[libvirt] [PATCH 05/15] Forward Mode Hostdev network driver Implementation
Laine Stump
laine at laine.org
Tue Aug 14 06:08:27 UTC 2012
On 08/10/2012 12:24 PM, Shradha Shah wrote:
> This patch updates the network driver to properly utilize the new
> attributes/elements that are now in virNetworkDef
Some minor nits, nothing major, but still needs one more iteration.

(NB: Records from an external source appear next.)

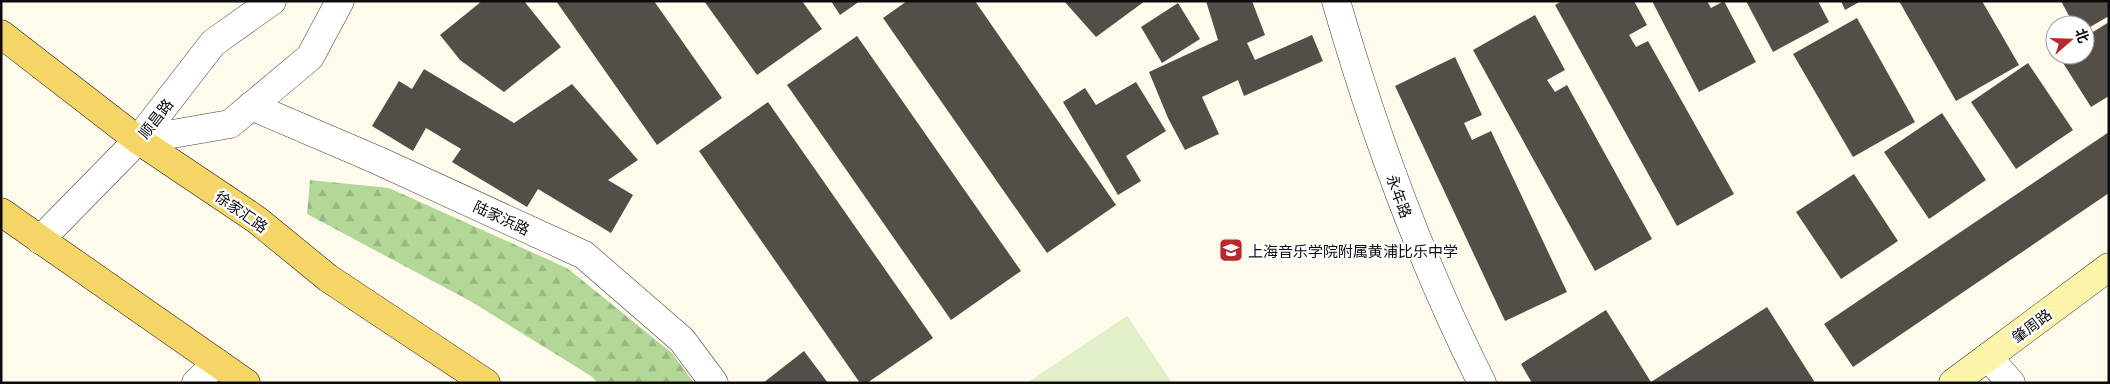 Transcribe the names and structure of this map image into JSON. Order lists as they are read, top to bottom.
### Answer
{
  "streets": {
    "main road": ["徐家汇路"],
    "street": [
      "顺昌路",
      "永年路",
      "陆家浜路",
      "肇周路"
    ]
  },
  "crossings": [
    ["顺昌路", "徐家汇路"]
  ],
  "places": {
    "school or university": ["上海音乐学院附属黄浦比乐中学"]
  },
  "north": "right"
} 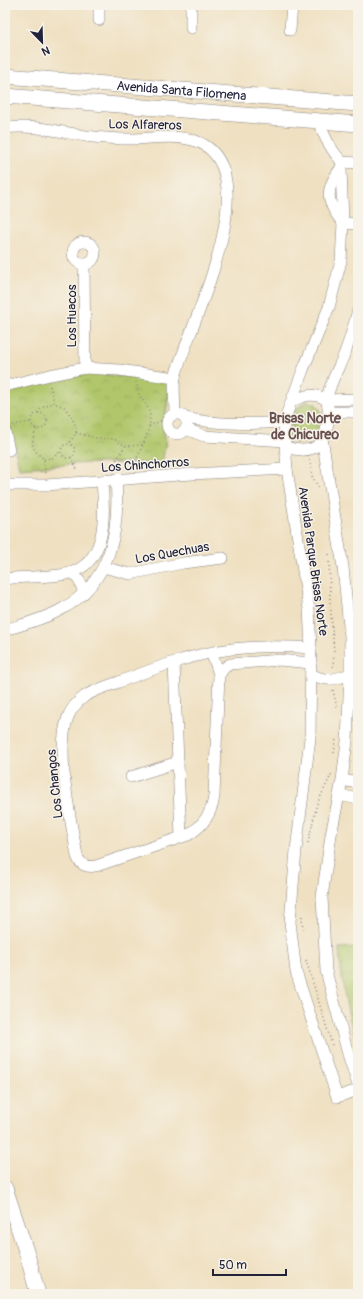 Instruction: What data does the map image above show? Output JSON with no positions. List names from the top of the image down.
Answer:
{
  "streets": {
    "street": [
      "Avenida Santa Filomena",
      "Los Alfareros",
      "Los Huacos",
      "Los Chinchorros",
      "Los Quechuas",
      "Avenida Parque Brisas Norte",
      "Los Changos"
    ]
  },
  "crossings": [
    ["Los Chinchorros", "Avenida Parque Brisas Norte"],
    ["Avenida Parque Brisas Norte", "Los Changos"]
  ],
  "districts": ["Brisas Norte de Chicureo"],
  "scale_bar": "50 m",
  "north": "bottom right"
}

I'll try to look at the hostdev-hybrid patches in the morning...
>
> Signed-off-by: Shradha Shah <sshah at solarflare.com>
> ---
> docs/formatnetwork.html.in | 62 +++++++++++
> src/network/bridge_driver.c | 237 ++++++++++++++++++++++++++++++++++--------
> 2 files changed, 254 insertions(+), 45 deletions(-)
>
> diff --git a/docs/formatnetwork.html.in b/docs/formatnetwork.html.in
> index 7e8e991..96b9eb2 100644
> --- a/docs/formatnetwork.html.in
> +++ b/docs/formatnetwork.html.in
> @@ -210,6 +210,37 @@
> (usually either a domain start, or a hotplug interface
> attach to a domain).<span class="since">Since 0.9.4</span>
> </dd>
> + <dt><code>hostdev</code></dt>
> + <dd>
> + This network facilitates PCI Passthrough of a network device.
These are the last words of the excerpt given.